To my immense relief the wind finally calms in the late afternoon and I have a few spectacular hours of riding towards the sunset. The mountains to my right are breathtaking and I want very much to detour north to explore them, but it will have to wait for another trip as I have only managed 100km in over 8 hours of cycling, the wind and hills having slowed my progress. Passing through a small town I stop at a market to buy apples and bread when I am approached by an Azeri man named Afiq who speaks excellent English and very kindly insists on buying the supplies for me.
I offer him an apple and we sit and eat. Afiq asks where I have come from, and takes some convincing before he will believe I have ridden all the way from Papua New Guinea. He talks of Azerbaijan and how much the country is changing, and of the popularity of its President. I tell him that I hadn’t realised Azerbaijan was in Europe, he laughs and nods. “Yes, Azerbaijan is on the border but we are Europeans here. Look at me – do I look Asian to you?”
I know it is risky but I decide to bring up the subject of Armenia, Azerbaijan’s neighbour to the west. Instantly, Afiq’s face darkens and I can see him deciding whether to spit. “They are bad people”, he says flatly, “Armenians are all criminals”. I had expected a reaction: the two countries have been fighting for decades, but I am still taken aback by the undisguised hatred in his eyes. The source of the conflict is the Nagorno-Karabakh region, a relatively small disputed territory which is officially recognized as part of Azerbaijan but is de facto controlled by Armenia.
The conflict flared into full-scale war in 1992 and although a ceasefire was agreed in 1994, even now there are shots fired and occasional casualties between the two countries in Karabakh almost every single day. The two sides have completely opposite narratives, each blaming the other for starting and perpetuating the conflict. Afiq gives me a passionate rendition of the Azeri account, and also tells me the Russians are to blame for playing both sides. Again I am struck by the venom with which he talks. This man has a cold and frighteningly pure hatred for Armenia; he doesn’t just dislike them – he really hates them. Ethnic tensions can run deep in this part of the world.
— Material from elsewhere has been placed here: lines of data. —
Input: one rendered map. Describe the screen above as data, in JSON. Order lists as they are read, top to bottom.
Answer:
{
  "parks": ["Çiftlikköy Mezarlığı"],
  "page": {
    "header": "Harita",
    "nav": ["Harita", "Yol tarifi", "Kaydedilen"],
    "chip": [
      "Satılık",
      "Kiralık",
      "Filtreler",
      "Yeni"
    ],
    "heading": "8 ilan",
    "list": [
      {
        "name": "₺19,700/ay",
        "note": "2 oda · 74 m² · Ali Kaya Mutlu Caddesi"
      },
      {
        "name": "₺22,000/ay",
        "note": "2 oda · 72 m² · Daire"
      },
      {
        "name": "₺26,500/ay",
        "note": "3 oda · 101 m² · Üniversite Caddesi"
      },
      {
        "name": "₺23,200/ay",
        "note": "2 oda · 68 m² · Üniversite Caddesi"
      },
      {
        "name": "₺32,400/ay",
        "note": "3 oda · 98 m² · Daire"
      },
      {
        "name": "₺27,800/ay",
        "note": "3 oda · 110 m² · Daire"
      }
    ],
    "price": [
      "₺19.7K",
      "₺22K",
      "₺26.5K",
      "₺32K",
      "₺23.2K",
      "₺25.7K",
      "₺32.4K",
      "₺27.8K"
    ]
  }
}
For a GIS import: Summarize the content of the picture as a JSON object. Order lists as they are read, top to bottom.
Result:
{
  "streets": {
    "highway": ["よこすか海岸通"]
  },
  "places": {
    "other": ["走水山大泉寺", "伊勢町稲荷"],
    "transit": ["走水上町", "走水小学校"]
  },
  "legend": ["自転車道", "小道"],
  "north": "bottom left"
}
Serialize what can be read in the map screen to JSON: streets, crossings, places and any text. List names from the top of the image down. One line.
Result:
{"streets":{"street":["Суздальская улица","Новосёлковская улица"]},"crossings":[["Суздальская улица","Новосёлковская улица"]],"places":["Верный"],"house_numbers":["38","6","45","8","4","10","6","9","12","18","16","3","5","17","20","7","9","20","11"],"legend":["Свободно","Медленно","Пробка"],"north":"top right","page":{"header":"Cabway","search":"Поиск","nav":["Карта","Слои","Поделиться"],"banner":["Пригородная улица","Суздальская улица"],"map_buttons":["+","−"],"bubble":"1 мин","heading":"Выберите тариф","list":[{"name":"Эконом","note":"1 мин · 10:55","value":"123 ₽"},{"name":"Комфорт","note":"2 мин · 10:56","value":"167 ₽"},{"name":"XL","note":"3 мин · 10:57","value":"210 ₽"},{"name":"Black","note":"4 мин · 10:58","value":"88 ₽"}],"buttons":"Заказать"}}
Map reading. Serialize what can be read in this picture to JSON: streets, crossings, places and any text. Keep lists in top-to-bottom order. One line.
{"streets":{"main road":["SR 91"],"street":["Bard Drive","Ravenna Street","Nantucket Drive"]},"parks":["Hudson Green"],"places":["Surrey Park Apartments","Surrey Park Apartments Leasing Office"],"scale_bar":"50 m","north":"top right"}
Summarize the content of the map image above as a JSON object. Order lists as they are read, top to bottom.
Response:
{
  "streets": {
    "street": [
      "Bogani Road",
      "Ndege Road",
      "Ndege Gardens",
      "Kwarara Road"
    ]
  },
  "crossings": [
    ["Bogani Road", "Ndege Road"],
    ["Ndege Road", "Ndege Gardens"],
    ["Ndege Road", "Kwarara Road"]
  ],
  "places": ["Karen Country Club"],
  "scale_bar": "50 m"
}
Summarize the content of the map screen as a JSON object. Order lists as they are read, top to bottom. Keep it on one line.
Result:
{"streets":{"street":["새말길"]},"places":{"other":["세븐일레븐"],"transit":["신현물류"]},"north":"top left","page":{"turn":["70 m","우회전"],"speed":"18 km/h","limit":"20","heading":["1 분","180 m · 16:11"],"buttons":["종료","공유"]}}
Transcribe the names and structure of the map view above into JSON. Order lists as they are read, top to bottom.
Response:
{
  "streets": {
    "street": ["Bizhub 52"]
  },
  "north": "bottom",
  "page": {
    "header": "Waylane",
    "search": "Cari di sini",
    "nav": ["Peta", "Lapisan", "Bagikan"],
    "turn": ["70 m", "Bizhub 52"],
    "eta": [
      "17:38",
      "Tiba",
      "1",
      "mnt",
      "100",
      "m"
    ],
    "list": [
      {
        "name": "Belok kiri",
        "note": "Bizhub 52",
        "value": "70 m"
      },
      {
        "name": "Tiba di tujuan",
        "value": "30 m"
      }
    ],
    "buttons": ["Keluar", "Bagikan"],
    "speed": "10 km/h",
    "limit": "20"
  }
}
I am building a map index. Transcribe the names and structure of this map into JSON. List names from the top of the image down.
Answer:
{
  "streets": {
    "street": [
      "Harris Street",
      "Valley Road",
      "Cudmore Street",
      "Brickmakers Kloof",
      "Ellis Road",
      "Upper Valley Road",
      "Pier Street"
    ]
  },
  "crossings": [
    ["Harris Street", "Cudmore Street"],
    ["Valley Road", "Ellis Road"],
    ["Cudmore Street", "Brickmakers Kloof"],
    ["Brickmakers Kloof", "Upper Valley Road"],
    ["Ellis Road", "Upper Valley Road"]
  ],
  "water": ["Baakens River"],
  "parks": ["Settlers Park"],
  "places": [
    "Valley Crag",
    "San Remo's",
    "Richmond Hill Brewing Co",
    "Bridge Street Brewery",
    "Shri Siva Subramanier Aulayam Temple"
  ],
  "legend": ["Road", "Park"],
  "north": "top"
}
With the light fading I leave Afiq and ride out of town to camp in a forest on a bed of fallen leaves. The morning is glorious and I am treated to the sight of a country in the full splendour of autumn. The forests are a patchwork of green and gold and the mountains are white with snow. It has been more than three years since I have seen autumn, and I had forgotten just how beautiful the falling season can be.
After a wonderful morning of descending from the mountains, I spend the afternoon and all of the following day riding hard towards the border, the flatter terrain and much reduced wind allowing me to cover a lot more ground. I meet a few more Azeris, who are all extremely friendly but all of whom share Afiq’s remarkable hatred for Armenia. One man driving a fast tractor on the main road lets me grab hold of his trailer for a tow, allowing me to cruise along and watch the mountains in the distance, effort free, for almost half an hour before he has to turn off and I reluctantly resume pedalling.
I reach the border an hour before sunset and cross into Georgia, finishing on another 240km for the day. It is a shame to have had to rush through Azerbaijan so quickly for it an interesting and beautiful country with friendly people and spectacular mountains. I am still not sure whether I think Azerbaijan is in Europe or Asia, but having entered the country knowing virtually nothing about it, I will leave with fond memories and a desire to return. You can learn a lot in three and a half days.